[Task input]
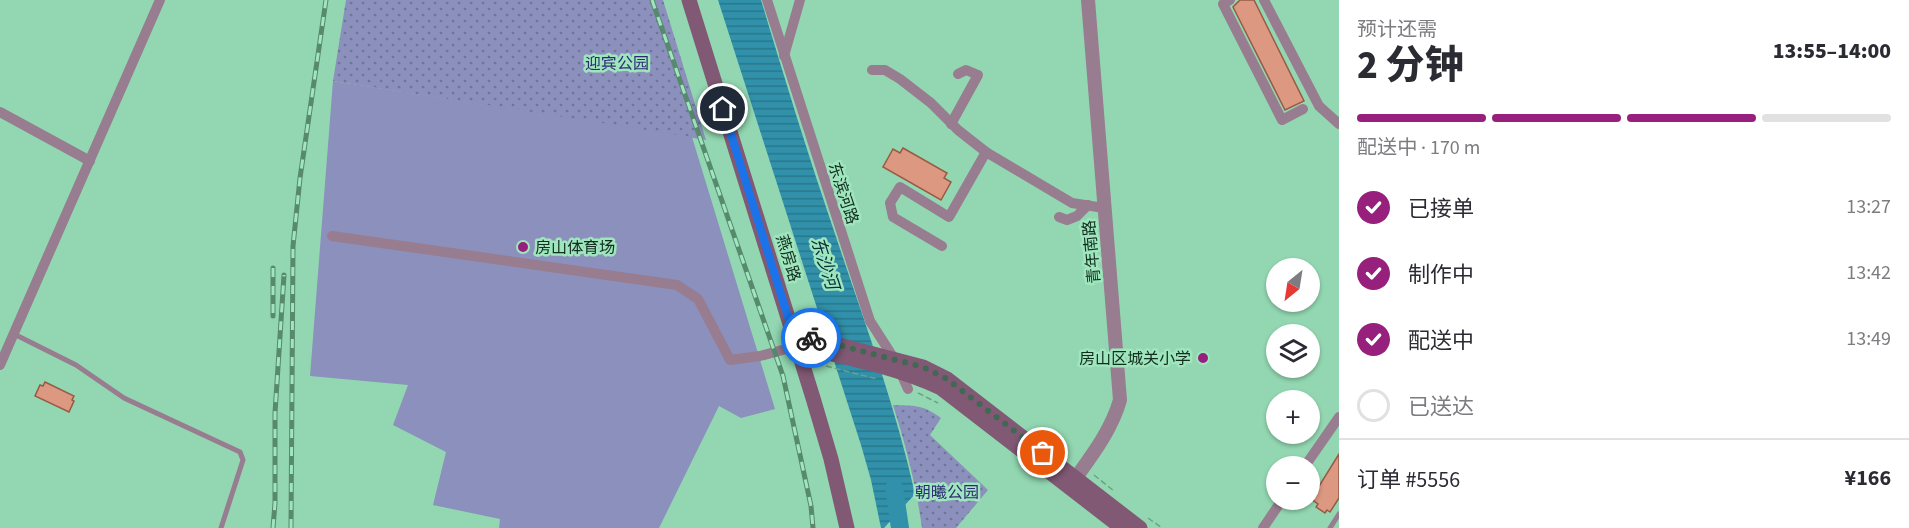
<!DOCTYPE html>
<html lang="zh">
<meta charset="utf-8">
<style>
body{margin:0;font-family:"Source Sans 3","Noto Sans SC",sans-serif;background:#f7f7f7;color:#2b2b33;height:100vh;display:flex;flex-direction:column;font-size:22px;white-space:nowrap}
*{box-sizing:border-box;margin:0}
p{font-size:20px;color:#7c7c81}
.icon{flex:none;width:33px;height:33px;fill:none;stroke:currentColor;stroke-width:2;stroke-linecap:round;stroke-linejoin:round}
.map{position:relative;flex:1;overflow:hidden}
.sheet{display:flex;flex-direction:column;background:#fff;width:570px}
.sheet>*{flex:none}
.needle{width:39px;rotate:210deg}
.tools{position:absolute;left:1266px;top:258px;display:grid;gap:12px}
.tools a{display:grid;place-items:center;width:54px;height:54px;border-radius:50%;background:#fff;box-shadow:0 2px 4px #0004;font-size:30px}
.pin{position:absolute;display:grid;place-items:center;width:51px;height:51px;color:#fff;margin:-26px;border:3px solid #fff;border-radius:50%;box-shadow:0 2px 6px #0007}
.courier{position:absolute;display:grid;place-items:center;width:60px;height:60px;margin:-30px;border:4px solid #1a73e8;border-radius:50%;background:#fff;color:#222;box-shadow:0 2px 8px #0007}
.head em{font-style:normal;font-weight:800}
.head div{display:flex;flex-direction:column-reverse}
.head{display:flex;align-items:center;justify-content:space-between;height:102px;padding:0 18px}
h1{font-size:39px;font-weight:800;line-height:45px}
.bar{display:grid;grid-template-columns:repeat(4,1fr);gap:9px 6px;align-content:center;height:72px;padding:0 18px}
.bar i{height:8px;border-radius:4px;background:#e1e1e2}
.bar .on{background:#96207c}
.bar p{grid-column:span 4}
.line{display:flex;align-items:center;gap:15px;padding:0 18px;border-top:2px solid #e1e1e2}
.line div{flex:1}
ol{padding:0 18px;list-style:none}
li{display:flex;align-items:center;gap:18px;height:66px}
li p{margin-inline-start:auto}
li .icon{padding:6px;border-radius:50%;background:#96207c;color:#fff;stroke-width:4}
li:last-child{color:#7c7c81}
li i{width:33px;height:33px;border:3px solid #e1e1e2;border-radius:50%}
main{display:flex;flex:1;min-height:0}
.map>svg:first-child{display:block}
</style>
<main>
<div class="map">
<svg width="1339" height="528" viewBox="0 0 1339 528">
<defs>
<pattern id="park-dots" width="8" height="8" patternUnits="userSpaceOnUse" patternTransform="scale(1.5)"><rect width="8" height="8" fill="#8b90bc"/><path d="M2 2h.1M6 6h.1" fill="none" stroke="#707698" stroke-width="1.8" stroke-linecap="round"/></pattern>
<pattern id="water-rules" width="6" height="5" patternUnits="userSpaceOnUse" patternTransform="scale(1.5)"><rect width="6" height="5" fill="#3191aa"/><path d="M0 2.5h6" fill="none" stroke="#28778a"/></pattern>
</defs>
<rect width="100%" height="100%" fill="#92d7b1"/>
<g fill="url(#park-dots)">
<path d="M 346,0 L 663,0 L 706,140 L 333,81 Z"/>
<path d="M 893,405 C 915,406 922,404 941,418 L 930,435 L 988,490 L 956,528 L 922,528 C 916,485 906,446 893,405 Z"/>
</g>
<path fill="#8b90bc" d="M 333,81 L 692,137 L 775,409 L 741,418 L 719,406 L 659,528 L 499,528 L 500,519 L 433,505 L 446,452 L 393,425 L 408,385 L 310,376 Z"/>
<path fill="url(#water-rules)" d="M 718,0 L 761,0 C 784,77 808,155 834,231 C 863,318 895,404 915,494 L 884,528 L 881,528 L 871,480 L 861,445 Z"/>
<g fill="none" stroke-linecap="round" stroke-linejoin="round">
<path stroke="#3191aa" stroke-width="18" d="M 894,488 L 900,528"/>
</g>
<g fill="#dc9881" stroke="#995a45" stroke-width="1.5">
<path d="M 1240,0 L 1254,0 L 1304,101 L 1285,110 L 1233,7 Z"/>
<path d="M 903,148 L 947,173 L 944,178 L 951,182 L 941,200 L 883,167 L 893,149 L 900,153 Z"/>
<path d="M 45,382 L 74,396 L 72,400 L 74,401 L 69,412 L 35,396 L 40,385 L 43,386 Z"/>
<path d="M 1339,454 L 1339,498 L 1330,512 L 1327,510 L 1325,513 L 1316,507 L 1318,504 L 1311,499 Z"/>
</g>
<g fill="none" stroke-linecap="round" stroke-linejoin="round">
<g stroke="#6aa384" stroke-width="1.5" stroke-dasharray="6 3" stroke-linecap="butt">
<path d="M 826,366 L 877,379"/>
<path d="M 918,393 L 938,403"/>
<path d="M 1094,475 L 1114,491"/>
<path d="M 1148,518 L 1162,528"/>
</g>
<g stroke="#987c8f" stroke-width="5">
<path d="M 14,334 L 76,365 L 124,398 L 240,452 L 243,460 L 221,528"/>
<path d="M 1330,528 L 1339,514"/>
</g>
<g stroke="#987c8f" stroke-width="10">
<path d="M 767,0 L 870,321 L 895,360 L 908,389"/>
<path d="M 1230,0 L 1223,4 L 1282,120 L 1303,109"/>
<path d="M 1264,0 L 1319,106 L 1339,124"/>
<path d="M 784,56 L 800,0"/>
<path d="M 872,70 L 885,70 L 900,79 L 931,103 L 958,130 L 986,152"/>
<path d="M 0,112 L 90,161"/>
<path d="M 951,124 L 978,75 L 966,70 L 958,74"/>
<path d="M 1059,217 L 1067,220 L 1077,216 L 1088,205"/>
<path d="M 332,236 L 677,285 L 698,299 L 730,360 L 760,356 L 797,346"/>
<path d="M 942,246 L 893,217 L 890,203 L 900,187 L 949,217 L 986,152 L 1072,203 L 1104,208"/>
<path d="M 0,365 L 160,0"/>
<path d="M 1305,466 L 1339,417"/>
<path d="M 1263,528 L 1282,500"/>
</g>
<path stroke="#987c8f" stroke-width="14" d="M 1070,486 C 1089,459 1111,432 1120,400 L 1088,0"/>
<g stroke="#815974" stroke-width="15">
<path d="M 689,0 L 813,398 L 831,459 L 847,528"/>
<path d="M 793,333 L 923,367 L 947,379 L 1140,528"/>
<path d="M 797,346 C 845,357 896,367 941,388 L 1122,528"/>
</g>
<g stroke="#57896d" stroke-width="5">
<g id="rail">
<path d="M 652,0 L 783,376 L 811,506 L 813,528"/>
<path d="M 273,268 L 273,316"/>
<path d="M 273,528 L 275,503 L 275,413 L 284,275"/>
<path d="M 291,528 L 293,246 L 300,178 L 326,0"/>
</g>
</g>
<use href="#rail" stroke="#9fe5bd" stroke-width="3" stroke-dasharray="9" stroke-linecap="butt"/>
</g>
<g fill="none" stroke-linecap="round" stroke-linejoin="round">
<path stroke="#3f6952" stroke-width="6" stroke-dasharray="0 10.8" d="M 811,338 L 923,367 L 947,379 L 1043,453"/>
<path stroke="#1a73e8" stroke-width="8" d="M 723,109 L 793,333 L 811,338"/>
</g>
<g fill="#96207c" stroke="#9fe5bd" stroke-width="2">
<circle cx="523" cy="247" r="6"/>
<circle cx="1203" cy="358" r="6"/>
</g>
<g text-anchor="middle" stroke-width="5" stroke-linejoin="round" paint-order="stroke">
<g font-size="16" fill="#2d2b76" stroke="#9fe5bd">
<text x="617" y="69">迎宾公园</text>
<text x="947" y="498">朝曦公园</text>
</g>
<g font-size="16" fill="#122e1f" stroke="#9fe5bd">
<text transform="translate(844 193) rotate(72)" y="6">东滨河路</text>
<text transform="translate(1091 252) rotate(-95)" y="6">青年南路</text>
<text transform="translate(789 258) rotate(73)" y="6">燕房路</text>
</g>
<g font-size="16" fill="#122e1f" stroke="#9fe5bd" text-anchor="start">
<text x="535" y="253">房山体育场</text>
<text x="1191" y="364" text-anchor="end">房山区城关小学</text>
</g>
<g font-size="18" font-style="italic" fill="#02303b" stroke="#9fe5bd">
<text transform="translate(825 263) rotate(72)" y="6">东沙河</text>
</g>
</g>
</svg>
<div class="tools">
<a><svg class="needle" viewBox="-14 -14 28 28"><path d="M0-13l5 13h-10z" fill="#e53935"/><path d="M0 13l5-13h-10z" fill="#7c7c81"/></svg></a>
<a><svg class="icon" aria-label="layers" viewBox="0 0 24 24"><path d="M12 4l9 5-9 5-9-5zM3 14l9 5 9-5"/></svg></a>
<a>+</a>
<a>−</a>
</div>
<div class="pin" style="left:1043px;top:453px;background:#ea580c"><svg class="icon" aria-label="bag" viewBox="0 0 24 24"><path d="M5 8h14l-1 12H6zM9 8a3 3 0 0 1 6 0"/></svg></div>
<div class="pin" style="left:723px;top:109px;background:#1f2937"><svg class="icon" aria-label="home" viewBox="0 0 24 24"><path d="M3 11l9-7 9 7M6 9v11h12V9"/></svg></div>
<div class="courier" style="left:811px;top:338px"><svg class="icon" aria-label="bike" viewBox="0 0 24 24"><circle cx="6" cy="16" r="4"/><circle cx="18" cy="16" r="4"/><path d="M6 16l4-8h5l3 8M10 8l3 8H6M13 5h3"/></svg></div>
</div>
<section class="sheet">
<div class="head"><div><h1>2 分钟</h1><p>预计还需</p></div><em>13:55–14:00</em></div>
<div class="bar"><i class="on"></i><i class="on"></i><i class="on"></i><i></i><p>配送中 · 170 m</p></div>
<ol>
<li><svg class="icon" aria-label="check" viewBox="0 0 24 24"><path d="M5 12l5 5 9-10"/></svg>已接单<p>13:27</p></li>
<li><svg class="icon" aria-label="check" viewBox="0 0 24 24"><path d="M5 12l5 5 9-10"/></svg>制作中<p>13:42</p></li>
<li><svg class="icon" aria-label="check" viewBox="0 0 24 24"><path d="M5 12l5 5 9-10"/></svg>配送中<p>13:49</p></li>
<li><i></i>已送达</li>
</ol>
<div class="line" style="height:78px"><div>订单 #5556</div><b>¥166</b></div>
</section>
</main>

[Work required] A single number is the answer: the count of lines in the material above that contain "check".

[Solution to the exercise] 3